RomeMano < Javawsxml < TWiki
|
TWiki . Javawsxml . RomeMano
|
ROME.Mano v0.0 pre-Alpha
Mano (to flow in Latin) is a pipeline framework for RSS and Atom feeds.
The Concept
Mano has been modeled after a widely accepted pattern, Java servlet filters.
A request for a feed flows out through a chain of handlers until a feed is synthesized then the feed flows back through the chain in reverse order.
As the request flows out handlers can modify the request, and when the request is flowing back with the feed the same handlers can them modify the feed.
================================================
|| Mano framework ||
|| ||
|| +---------+ +---------+ ||
feed URL --> || | | --> ... --> | | ||
|| |handler 1| |handler N| ||
feed <-- || | | <-- ... <-- | | ||
|| +---------+ +---------+ ||
|| ||
================================================
Being More Concrete
The Mano framework is a Java Web Application that has a servlet serving feeds.
Upon an HTTP request for a feed a Mano servlet based on the information in the request builds a handler sequence and invokes it, the response is a feed that is returned by the Mano servlet to the requester user-agent.
A feed reader user-agent requests a feed to a server running the Mano framework WebApp.
Based on information in the request the Mano servlet determines that the handlers to invoke are the convert and the fetch handlers and creates the corresponding handler chain.
public class ManoFeedServlet extends HttpServlet {
protected void doGet(HttpServletRequest req,HttpServletResponse res)
throws ServletException, IOException {
FeedHandlerRequest handlerReq = createRequest(req);
FeedHandlerResponseImpl handlerRes = createResponse(req);
List handlerList = createHandlerList(req);
FeedHandlerChainImpl chain =
new FeedHandlerChainImpl(handlerReq, handlerRes, handlerList);
chain.execute();
...
}
}
When flowing out the convert handler does nothing but chaining the request for the next handler (handlers do not know anything about earlier and later handlers in the chain, that is managed by the Mano framework).
public class ConvertFeedHandler extends BaseFeedHandler {
public void handle(FeedHandlerRequest handlerRequest,
FeedHandlerResponse handlerResponse, FeedHandlerChain handlerChain)
throws FeedHandlerException, IOException {
handlerChain.chain(handlerRequest, handlerResponse);
...
}
}
Then fetch handler receives the request, obtains the feed URL from a request parameter and using ROME Fetcher it fetches the feed. The resulting SyndFeed bean is set into the response by the fetch handler. The fetch handler is the end of the chain, it does not chain any further handlers.

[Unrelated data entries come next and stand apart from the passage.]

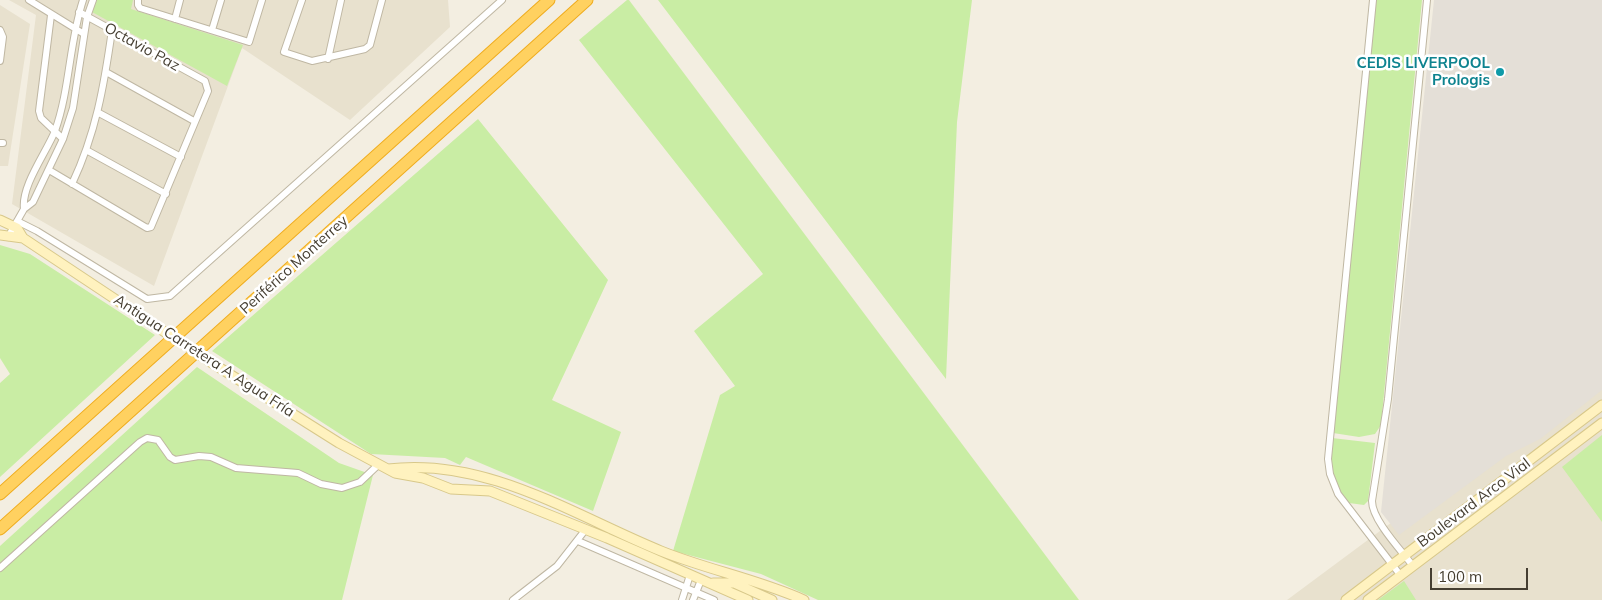 <!DOCTYPE html>
<html>
<head>
<meta charset="utf-8">
<style>
	body { margin:0 }
	#map { position:relative; width:1602px; height:600px; overflow:hidden; background:#f3eee1; font-family:Mulish,sans-serif }
	canvas { display:block }
	.scale { position:absolute; left:1430px; top:568px; width:98px; height:22px; box-sizing:border-box; border:2px solid #453e31; border-top:0; padding-left:6px; font-size:15px; line-height:18px; white-space:nowrap; color:#453e31; -webkit-text-stroke:4px #fff; paint-order:stroke }
</style>
</head>
<body>
<div id="map">
<canvas width="1602" height="600"></canvas>
<div class="scale">100 m</div>
</div>
<script>
const c = document.querySelector('canvas').getContext('2d');
c.lineJoin = 'round';
function paint(path, color) { c.fillStyle = color; c.fill(path, 'evenodd'); }
function stroke(path, color, width, dash) { c.strokeStyle = color; c.lineWidth = width; c.lineCap = dash ? 'butt' : 'round'; c.setLineDash(dash || []); c.stroke(path); }
function write(font, color, halo, rows, align = 'center') {
  c.font = font + ' Mulish,sans-serif'; c.lineWidth = 5; c.setLineDash([]); c.textBaseline = 'middle'; c.strokeStyle = halo; c.fillStyle = color; for (const [text, x, y, turn = 0] of rows) {
    c.save(); c.translate(x, y); c.rotate((+turn || 0) * Math.PI / 180); c.textAlign = isNaN(turn) ? turn : align; if (halo) c.strokeText(text, 0, 0); c.fillText(text, 0, 0); c.restore();
  }
}
paint(new Path2D(`
	M9,0H448L450,27L350,120L242,48L154,286L12,204L36,15Z
	M0,5L30,24L8,166H0Z
	M1602,366V600H1287L1384,528Z`), '#e8e1ce');
paint(new Path2D(`
	M1434,0H1602V390L1540,439L1506,456L1399,535L1381,512Z`), '#e4dfd7');
paint(new Path2D(`
	M97,0H133L131,9L243,45L227,86L92,12Z
	M627,0H629L1079,600H818L761,574L673,551L720,395L735,386L694,331L763,274L579,40Z
	M658,0H972L957,122L946,379Z
	M1376,0H1422L1381,425L1375,434L1359,437L1333,433Z
	M478,119L608,280L552,400L621,432L593,511L466,457L460,465L445,458L371,454L212,351Z
	M0,245L30,254L155,335L0,477V383L10,374L0,358Z
	M197,367L339,463L373,475L342,600H0V546Z
	M1602,435V522L1562,467Z
	M1332,438L1375,443L1368,501L1364,505L1349,503C1332,485 1329,463 1332,438Z
	M1404,581L1416,600H1378Z`), '#c9eda4');
const street = new Path2D(`
	M29,0L84,34
	M138,0V5L140,8L249,42L262,0
	M302,0L284,52L312,61L365,49L370,45L382,0
	M1373,0L1328,459L1330,474L1338,494L1401,576
	M51,15L39,111L41,118L63,139
	M175,19L180,0
	M0,30L3,37L0,61
	M212,30L221,0
	M328,59L341,0
	M106,72L194,121
	M99,113L181,157
	M0,143H3
	M88,151L166,194
	M49,170L147,228L151,227L208,91L205,81L79,12
	M72,184C96,133 104,86 112,30
	M24,209C21,186 46,153 55,131C70,89 69,43 83,0
	M17,221L37,231L147,299L170,296L502,0
	M8,237L24,209L33,202L63,139L73,108L87,17L93,0
	M578,541L714,600
	M1413,566C1401,550 1372,520 1372,501L1388,399L1427,0
	M0,568L140,442L147,438L158,440L170,457L175,460L199,456L211,457L236,468L298,473L321,484L342,488L360,482L378,465
	M513,600L557,566L586,529
	M682,600L690,575
	M693,600L701,580`);
const secondary = new Path2D(`
	M0,220L17,228L23,238L154,325
	M0,235L23,238
	M212,363L339,443L395,473L423,478L451,489L490,491L607,538L748,600
	M388,469C487,457 573,515 661,551C708,570 757,579 804,600
	M713,583H734L772,600
	M1346,600L1602,405
	M1368,600L1602,423`);
const highway = new Path2D(`
	M0,494L549,0
	M0,529L587,0`);
stroke(street, '#bfb7a3', 8);
stroke(secondary, '#d8c88a', 11);
stroke(highway, '#efac1e', 13);
stroke(street, '#fff', 6);
stroke(secondary, '#fff2bf', 9);
stroke(highway, '#ffd160', 11);
const secondaryBridge = new Path2D(`
	M154,325L212,363`);
stroke(secondaryBridge, '#d8c88a', 11, []);
stroke(secondaryBridge, '#fff2bf', 9);
for (const [x, y, r, color] of [
	[1500,72,5,"#0f9aa8"]
]) { const dot = new Path2D(); dot.arc(x, y, r, 0, 2 * Math.PI); c.fillStyle = color; c.fill(dot); stroke(dot, '#fff', 2); }
write('15px', '#453e31', '#fff', [
	["Octavio Paz",142,47,29],
	["Periférico Monterrey",294,265,-42],
	["Antigua Carretera A Agua Fría",204,356,33],
	["Boulevard Arco Vial",1474,503,-37]
]);
write('bold 15px', '#0d838f', '#fff', [
	["CEDIS LIVERPOOL",1490,63],
	["Prologis",1490,80]
], 'right');
</script>
</body>
</html>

public class FetchFeedHandler extends BaseFeedHandler {
public void handle(FeedHandlerRequest handlerRequest,
FeedHandlerResponse handlerResponse, FeedHandlerChain handlerChain)
throws FeedHandlerException, IOException {
String url = handlerRequest.getParameter("fetch.url");
SyndFeed feed = fetcher.retrieveFeed(new URL(url));
handlerResponse.setSyndFeed(feed);
}
}
At this point the Mano framework start the flow back of the request and the convert handler will regain control of the invocation, it will obtain the SyndFeed bean from the response and it will set the feed type of the bean to the type indicated in a request parameter.
public class ConvertFeedHandler extends BaseFeedHandler {
public void handle(FeedHandlerRequest handlerRequest,
FeedHandlerResponse handlerResponse, FeedHandlerChain handlerChain)
throws FeedHandlerException, IOException {
handlerChain.chain(handlerRequest, handlerResponse);
SyndFeed feed = handlerResponse.getSyndFeed();
String toType = handlerRequest.getParameter("convert.to");
feed.setFeedType(toType);
}
}
The handler chain finishes, the control comes back to the Mano servlet, the Mano servlet gets the feed bean from the response (the handler response autoconverts from SyndFeed to WireFeed). The Mano servlet writes the feed bean to the servlet response.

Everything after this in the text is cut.